Experts from the University of Texas Medical Branch at Galveston conducted a comparative analysis to find out if testosterone therapy is a cause of blood clots. The analysis, which involved more than 30,000 men, is the first large-scale study of its kind. The researchers found no link between the two, and further explained their findings published July 20 in the online journal Mayo Clinic Proceedings.

The study concluded that middle-aged and older men receiving testosterone therapy are not exposed to a risk of blood clotting in their veins.

Next to heart attack and stroke, venous thromboembolism (VTE) is the third most common among cardiovascular illnesses. The two most common types of VTE cause blood clot in the legs – deep vein thrombosis, and in the lungs – pulmonary embolism.
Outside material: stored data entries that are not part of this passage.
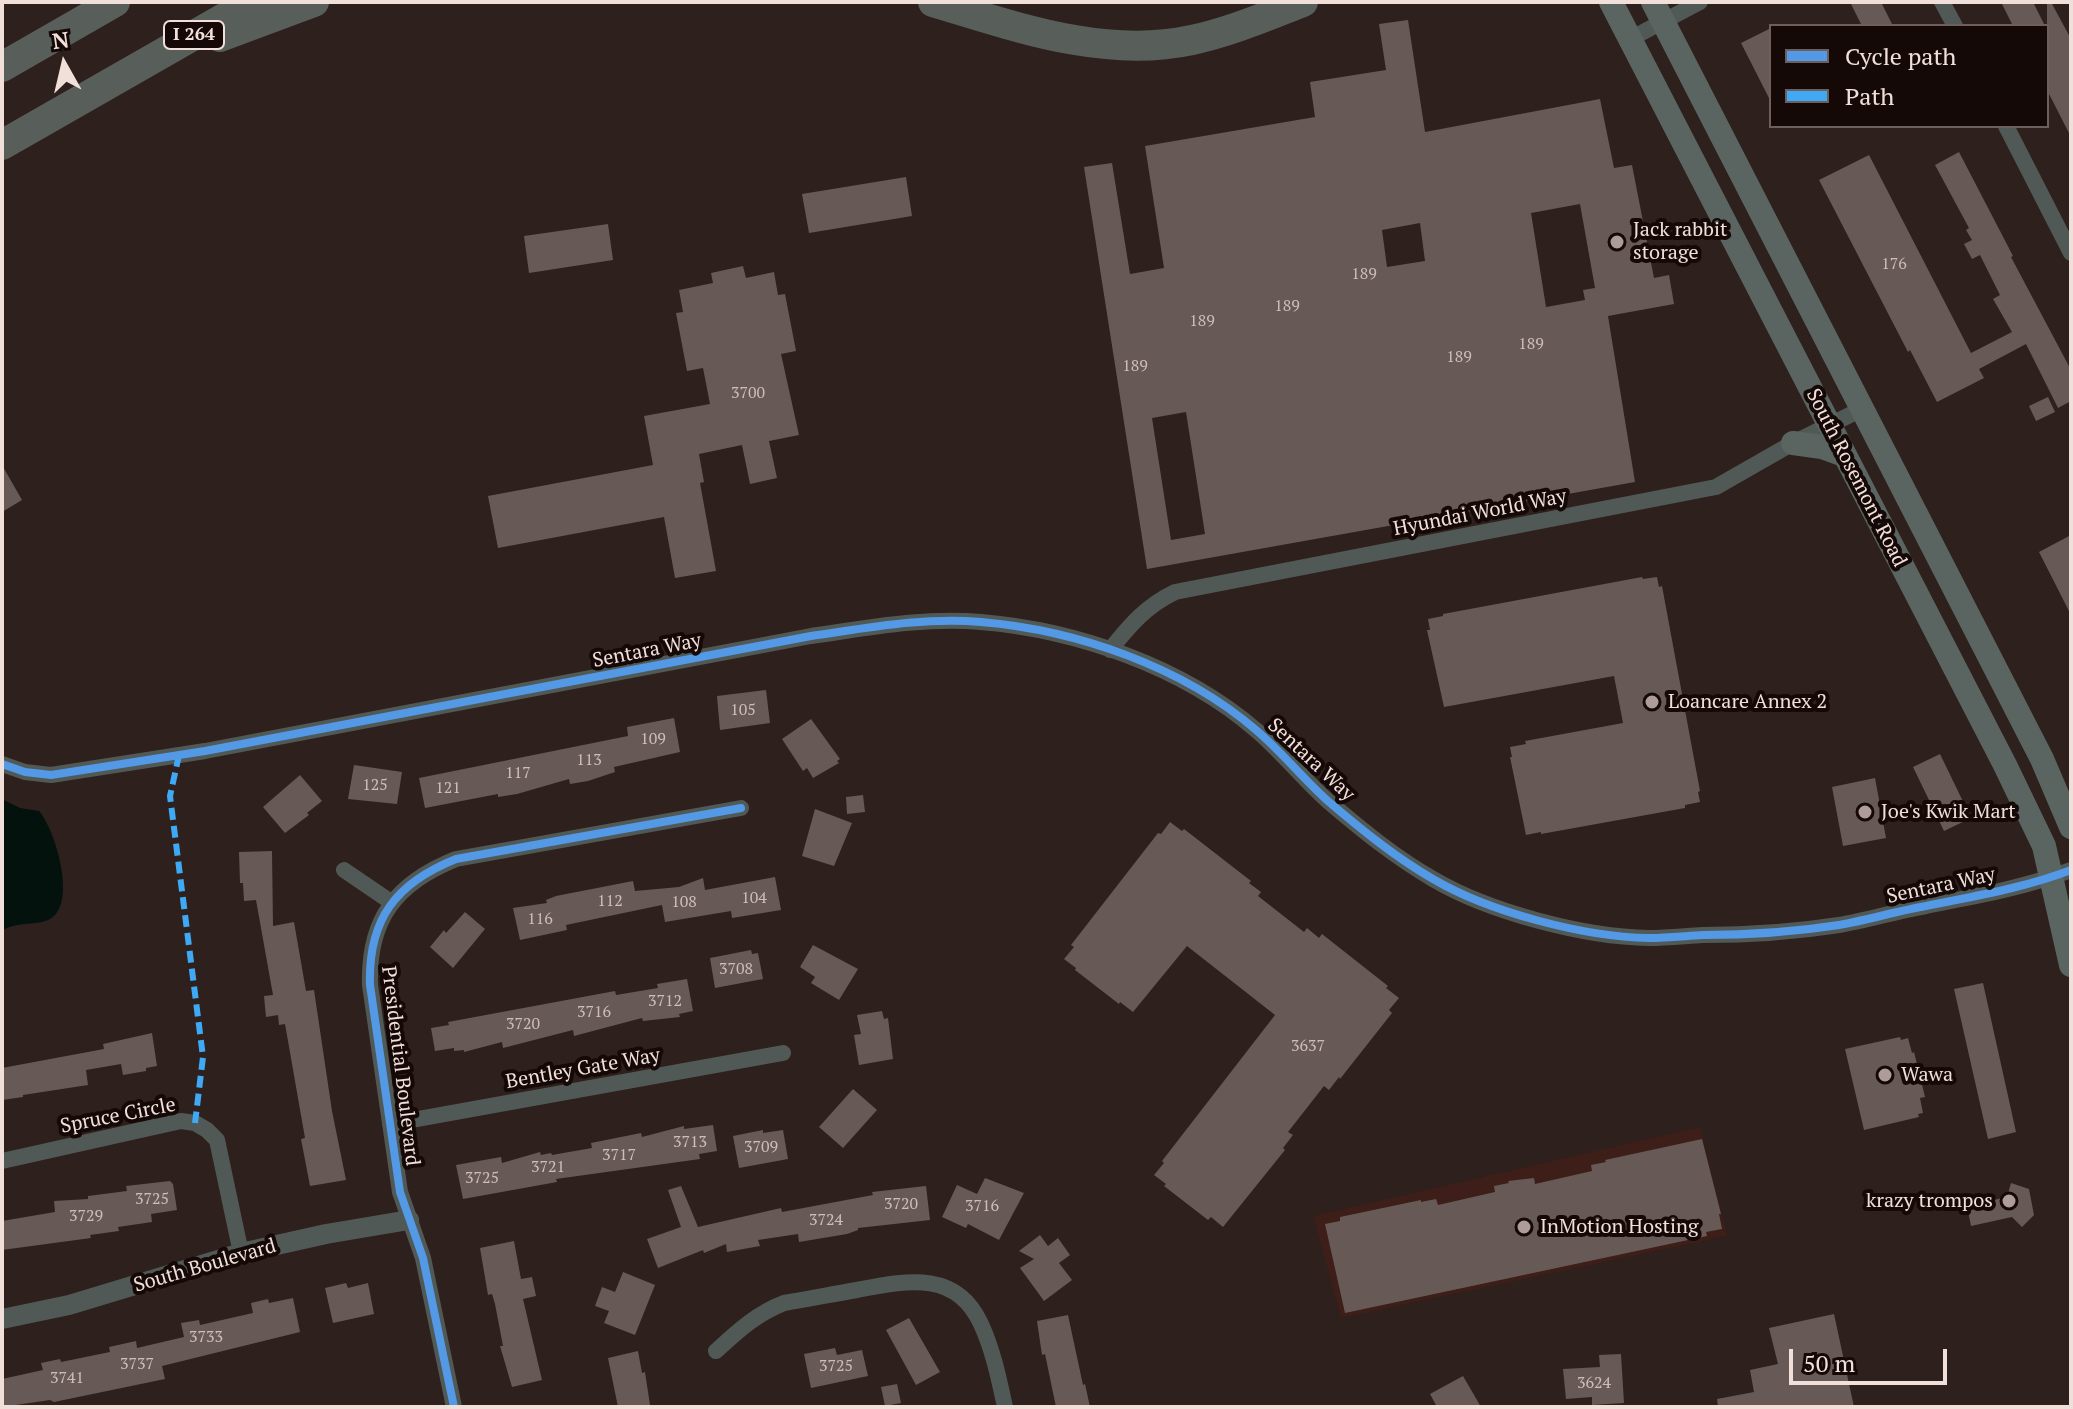 <!DOCTYPE html>
<style>
body{margin:0}
#map{position:relative;width:2073px;height:1409px;overflow:hidden;background:#2e201c;font-family:"PT Serif",serif}
canvas{display:block}
.frame{position:absolute;inset:0;border:4px solid #f1dfda;pointer-events:none}
.legend{position:absolute;left:1769px;top:24px;width:280px;height:104px;box-sizing:border-box;background:#150907;border:2px solid #6d5f5b;margin:0;padding:10px 14px;list-style:none;font-size:24px;color:#f1dfda}
.legend li{display:flex;align-items:center;gap:16px;height:40px}
.legend b{width:40px;border:2px solid #6d5f5b}
.north{position:absolute;left:24px;top:24px;width:80px;height:80px;-webkit-text-stroke:6px #150907;paint-order:stroke;rotate:352deg;font-size:22px;font-weight:700;line-height:32px;text-align:center;color:#f1dfda}
.north::after{content:'';display:block;margin:auto;width:28px;height:36px;background:#f1dfda;clip-path:polygon(50% 0,100% 100%,50% 72%,0 100%)}
.scale{position:absolute;left:1789px;top:1349px;width:158px;height:36px;box-sizing:border-box;border:4px solid #f1dfda;border-top:0;padding-left:10px;font-size:24px;line-height:28px;white-space:nowrap;color:#f1dfda;-webkit-text-stroke:6px #150907;paint-order:stroke}
</style>
<div id="map">
<canvas width="2073" height="1409"></canvas>
<div class="frame"></div>
<ul class="legend">
<li><b style="height:10px;background:#5399e6"></b>Cycle path</li>
<li><b style="height:10px;background:#3fa9f5"></b>Path</li>
</ul>
<div class="north">N</div>
<div class="scale">50 m</div>
</div>
<script>
const c = document.querySelector('canvas').getContext('2d');
c.lineJoin = 'round';
function fillPath(path, color) { c.fillStyle = color; c.fill(path, 'evenodd'); }
function trace(path, color, width, dash) { c.strokeStyle = color; c.lineWidth = width; c.lineCap = dash ? 'butt' : 'round'; c.setLineDash(dash || []); c.stroke(path); }
function label(font, color, halo, rows, align = 'center') {
  c.font = font + ' "PT Serif",serif'; c.lineWidth = 8; c.setLineDash([]); c.textBaseline = 'middle'; c.strokeStyle = halo; c.fillStyle = color; for (const [text, x, y, turn = 0] of rows) {
    c.save(); c.translate(x, y); c.rotate((+turn || 0) * Math.PI / 180); c.textAlign = isNaN(turn) ? turn : align; if (halo) c.strokeText(text, 0, 0); c.fillText(text, 0, 0); c.restore();
  }
}
fillPath(new Path2D(`
 M1700,1127L1727,1236L1341,1318L1313,1216Z`), '#3d1e18');
fillPath(new Path2D(`
 M2,799L20,808L39,811C55,829 78,904 50,919C38,926 19,921 3,930Z`), '#04120d');
fillPath(new Path2D(`
 M1850,2H1881L1893,26H1862Z
 M2001,2H2033L2045,26H2013Z
 M2047,2H2051L2071,39V137L2047,90Z
 M1408,20L1425,132L1600,99L1614,168L1632,165L1654,278L1669,275L1674,304L1608,316L1635,482L1147,569L1084,167L1112,163L1130,274L1164,268L1145,146L1315,117L1310,82L1386,70L1379,24ZM1580,204L1595,288L1583,290L1585,300L1546,307L1531,213ZM1420,223L1425,261L1387,267L1382,230ZM1186,412L1205,534L1171,540L1152,418Z
 M1771,28V102L1741,43Z
 M1959,152L2013,256L2011,257L2071,370V401L2058,408L2026,344L1979,369L1984,378L1937,402L1910,350L1908,352L1819,180L1869,155L1971,353L2012,332L1993,299L2000,295L1980,255L1972,259L1964,244L1972,240L1966,230L1969,228L1935,165Z
 M906,177L912,216L809,233L802,194Z
 M608,224L613,260L529,273L524,236Z
 M743,266L746,278L774,272L778,295L785,294L796,351L781,354L799,435L769,441L777,478L750,484L742,445L699,454L704,482L700,483L716,571L675,578L664,517L498,548L488,496L653,465L644,416L710,404L703,368L687,371L676,313L683,312L679,290L713,283L711,273Z
 M2048,397L2055,412L2036,421L2029,406Z
 M2,465L22,500L2,512Z
 M2071,535V615L2039,552Z
 M1642,577L1643,579L1657,577L1659,587L1662,586L1700,791L1698,792L1700,802L1685,805V808L1541,834V832L1526,835L1510,757H1512L1510,747L1526,744L1525,741L1623,723L1614,676L1444,707L1427,630H1430L1428,619L1443,616V614Z
 M766,690L770,723L720,730L717,696Z
 M674,718L680,752L614,767L615,772L588,781L570,784L569,779L517,794L498,797V794L425,808L419,778L628,736L627,727Z
 M811,719L840,759L837,761L839,763L813,778L807,768L803,771L782,739Z
 M1940,754L1971,818L1944,831L1913,767Z
 M354,765L402,772L397,804L348,799Z
 M300,775L322,801L307,813L309,815L285,833L263,807Z
 M1875,778L1886,838L1843,846L1832,787Z
 M863,795L865,812L847,814L846,797Z
 M815,809L852,823L834,866L802,856Z
 M1170,822L1182,831L1184,829L1251,881L1249,883L1261,892L1258,896L1304,932L1307,928L1319,938L1322,934L1388,986L1386,988L1399,998L1389,1010L1392,1013L1340,1079L1339,1077L1329,1090L1324,1086L1288,1132L1293,1135L1283,1148L1285,1150L1223,1227L1211,1217L1208,1220L1164,1186L1166,1184L1154,1175L1164,1163L1162,1161L1275,1015L1187,946L1133,1012L1120,1002L1119,1004L1075,970L1076,968L1064,959L1074,947L1071,945L1158,833L1161,834Z
 M272,851L273,926L294,922L306,991L314,990L332,1111L346,1180L310,1186L301,1139L305,1138L285,1024L279,1025L278,1015L266,1017L264,996L273,995L256,900L244,901L243,883H240L239,852Z
 M775,877L781,910L732,918L731,911L665,922L662,905L566,925L567,930L520,940L513,908L547,903L546,900L556,896L633,881L635,891L679,887L703,878L705,890Z
 M465,912L485,929L453,968L430,947L444,930L446,933Z
 M813,945L858,969L839,1000L811,983L815,977L800,967Z
 M751,950L752,954L758,953L763,979L715,988L710,958Z
 M687,979L693,1011L679,1014L680,1017L643,1021L642,1018L574,1036L573,1030L503,1048L502,1042L464,1052V1050L454,1051V1048L435,1051L431,1028L449,1025L448,1022L615,991L616,995L658,988L657,984Z
 M1983,983L2016,1132L1988,1139L1954,989Z
 M882,1011L884,1019L888,1018L893,1059L859,1065L854,1035L861,1034L857,1015Z
 M152,1033L157,1066L146,1068V1071L123,1075L121,1064L86,1070L88,1085L23,1095V1097L2,1100V1068L104,1049L103,1044Z
 M1900,1037L1901,1040L1908,1038L1912,1053L1914,1052L1925,1097L1920,1098L1923,1113L1918,1114L1919,1117L1864,1130L1845,1049Z
 M853,1089L877,1110L843,1148L819,1127Z
 M713,1125L717,1151L699,1154L700,1159L556,1179L557,1182L463,1199L456,1165L501,1157L502,1163L540,1152L541,1155L551,1153L552,1155L592,1148L591,1143L641,1133L642,1137L684,1126V1129Z
 M763,1130V1133L783,1130L788,1159L739,1168L733,1136Z
 M1702,1139L1721,1214H1719L1722,1229L1706,1232L1707,1236L1345,1313L1325,1224L1340,1221V1217L1421,1200V1202L1436,1199L1438,1205L1495,1192L1494,1186L1509,1183L1508,1181L1534,1178L1535,1184L1592,1171L1591,1165L1606,1162L1605,1160Z
 M985,1178L1024,1193L999,1240L968,1224L966,1228L942,1217L957,1185L977,1194Z
 M170,1181L173,1184L177,1210L151,1214L152,1222L118,1227L119,1231L90,1235L91,1238L2,1250V1221L55,1212L54,1201L88,1199V1196L127,1191L126,1186Z
 M2011,1183L2029,1189L2034,1215L2022,1227L2012,1217L1971,1226L1967,1206L2007,1197Z
 M681,1186L698,1227L781,1208L782,1212L873,1195L872,1192L926,1186L930,1220L858,1228V1230L847,1234L799,1242L798,1234L758,1240L760,1246L727,1252L726,1244L704,1253L703,1250L658,1268L647,1239L681,1227L668,1190Z
 M1040,1235L1048,1246L1058,1238L1070,1255L1059,1263L1072,1280L1044,1301L1020,1268L1034,1259L1019,1251Z
 M514,1241L521,1279L532,1277L536,1296L523,1299L542,1380L512,1387L500,1346H503L495,1304L492,1294L488,1295L480,1248Z
 M623,1272L655,1285L635,1335L604,1323L609,1311L595,1306L602,1287L615,1292Z
 M346,1283L348,1288L368,1283L374,1314L333,1323L325,1288Z
 M293,1298L300,1332L162,1366L165,1379L54,1402L50,1400L2,1407V1379L43,1370L41,1363L60,1359L61,1362L110,1352L109,1347L136,1341L137,1348L184,1337L181,1323L199,1320L200,1325L253,1313L251,1303L268,1299L269,1303Z
 M1834,1314L1854,1407H1718L1717,1399L1754,1392L1750,1370L1778,1364L1769,1328Z
 M1068,1315L1083,1385L1085,1384L1090,1407H1056L1045,1354L1042,1355L1037,1321Z
 M909,1318L940,1372L916,1385L886,1330Z
 M835,1348L837,1355L862,1350L868,1376L811,1388L804,1354Z
 M638,1351L642,1373L645,1372L650,1405L618,1407L608,1358Z
 M1621,1354L1624,1403L1592,1405V1397L1566,1399L1563,1369L1600,1367L1599,1355Z
 M1463,1376L1481,1407H1437L1430,1394Z
 M897,1384L901,1403L885,1406L881,1387Z`), '#675a56');
trace(new Path2D(`
 M1942,2L1955,26
 M1630,39L1700,2
 M2006,126L2071,253
 M1110,650C1130,625 1146,606 1175,592L1716,487L1793,443L1862,409
 M2,764L25,772L51,775L205,751L811,636C867,628 924,617 981,622C1077,630 1183,667 1256,730C1282,752 1304,780 1329,802C1362,830 1395,857 1433,879C1489,912 1584,937 1649,938C1667,938 1685,936 1703,935C1748,935 1794,932 1839,925C1868,920 1897,911 1926,906C1975,896 2024,888 2071,870
 M344,870L391,902
 M390,1124L783,1053
 M2,1161L181,1121L195,1123L207,1130L217,1140L241,1253
 M716,1351C738,1331 756,1314 784,1303C809,1299 833,1294 857,1290C905,1281 956,1269 981,1324C993,1350 999,1379 1005,1407
 M454,1407L423,1258L400,1192L370,985C368,919 396,883 456,859L741,808`), '#515956', 16);
trace(new Path2D(`
 M2,1319L69,1305L241,1253L326,1234L409,1220`), '#515956', 20);
trace(new Path2D(`
 M1611,2L2005,765L2044,846L2071,965
 M1653,2L2042,759L2071,827
 M1793,443L1822,447L1844,455`), '#5a6561', 24);
trace(new Path2D(`
 M933,2C1017,27 1104,59 1192,40C1230,32 1267,16 1303,2
 M220,37L314,2
 M2,67L115,2
 M2,145L252,2`), '#585f5a', 30);
trace(new Path2D(`
 M179,755L170,796L203,1057L195,1123`), '#3fa9f5', 6, [12, 6]);
trace(new Path2D(`
 M2,764L25,772L51,775L205,751L811,636C867,628 924,617 981,622C1077,630 1183,667 1256,730C1282,752 1304,780 1329,802C1362,830 1395,857 1433,879C1489,912 1584,937 1649,938C1667,938 1685,936 1703,935C1748,935 1794,932 1839,925C1868,920 1897,911 1926,906C1975,896 2024,888 2071,870
 M454,1407L423,1258L400,1192L370,985C368,919 396,883 456,859L741,808`), '#5399e6', 8);
for (const [x, y, r, color] of [
 [1617,242,8,"#ad9c98"],
 [1652,702,8,"#ad9c98"],
 [1865,812,8,"#ad9c98"],
 [1885,1075,8,"#ad9c98"],
 [2009,1201,8,"#ad9c98"],
 [1524,1227,8,"#ad9c98"]
]) { const dot = new Path2D(); dot.arc(x, y, r, 0, 2 * Math.PI); c.fillStyle = color; c.fill(dot); trace(dot, '#150907', 3); }
label('16px', '#cebeb9', null, [
 ["176",1894,264],
 ["189",1364,274],
 ["189",1287,306],
 ["189",1202,321],
 ["189",1531,344],
 ["189",1459,357],
 ["189",1135,366],
 ["3700",748,393],
 ["105",743,710],
 ["109",653,739],
 ["113",589,760],
 ["117",518,773],
 ["125",375,785],
 ["121",448,788],
 ["104",754,898],
 ["112",610,901],
 ["108",684,902],
 ["116",540,919],
 ["3708",736,969],
 ["3712",665,1001],
 ["3716",594,1012],
 ["3720",523,1024],
 ["3637",1308,1046],
 ["3713",690,1142],
 ["3709",761,1147],
 ["3717",619,1155],
 ["3721",548,1167],
 ["3725",482,1178],
 ["3725",152,1199],
 ["3720",901,1204],
 ["3716",982,1206],
 ["3729",86,1216],
 ["3724",826,1220],
 ["3733",206,1337],
 ["3737",137,1364],
 ["3725",836,1366],
 ["3741",67,1378],
 ["3624",1594,1383]
]);
for (const [x, y, w] of [
 [194,35,60]
]) { const box = new Path2D(); box.roundRect(x - w / 2, y - 14, w, 28, 6); c.fillStyle = '#150907'; c.fill(box); trace(box, '#f1dfda', 2); }
label('bold 18px', '#f1dfda', null, [
 ["I 264",194,35]
]);
label('20px', '#f1dfda', '#150907', [
 ["Jack rabbit",1633,230],
 ["storage",1633,253],
 ["Loancare Annex 2",1668,702],
 ["Joe's Kwik Mart",1881,812],
 ["Wawa",1901,1075],
 ["krazy trompos",1993,1201,"right"],
 ["InMotion Hosting",1540,1227]
], 'left');
label('20px', '#f1dfda', '#150907', [
 ["South Rosemont Road",1856,478,63],
 ["Hyundai World Way",1480,513,-11],
 ["Sentara Way",647,651,-11],
 ["Sentara Way",1311,760,43],
 ["Sentara Way",1941,886,-12],
 ["Presidential Boulevard",400,1066,83],
 ["Bentley Gate Way",583,1069,-10],
 ["Spruce Circle",118,1116,-11],
 ["South Boulevard",205,1266,-16]
]);
</script>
In the study, the researchers looked at 30,572 commercially insured men of 40 years and up, from January 2007 to December 2012. The researchers matched cases with three control subjects on diagnosis of low testosterone and other pro-clotting conditions, age and geographic region. They defined the cases as men who were primarily diagnosed of VTE and for 60 days, after diagnosis, received anticoagulant drug.

The study found that, along with intramuscular injections and topical creams, prescriptions for testosterone therapy do not at all increase the risk of VTE. Even when a patient diagnosed with VTE took testosterone therapy 15, 30 or 60 days, the results were the same. Testosterone therapy had no association to the diagnosis.

A smaller-scale study in 2014 looked at case reports and post-marketing surveillances, which led the Federal Drug Administration to require testosterone product manufacturers to add warning signs about possible VTE risks to the labels of their products.

“To date, there have been no published comparative, large-scale studies examining the association of testosterone therapy and the risk of VTE,” said Dr. Jacques Baillargeon, epidemiology professor at the department of preventive medicine and community health, and the lead author of the report.

Baillargeon recognizes other risks of testosterone therapy in sexual dysfunction, osteoporosis, decreased lean muscle mass and increased fat tissue levels, possible metabolic syndrome and cardiovascular illnesses. He stresses the importance of more studies to further asses the long-term effects of testosterone therapy.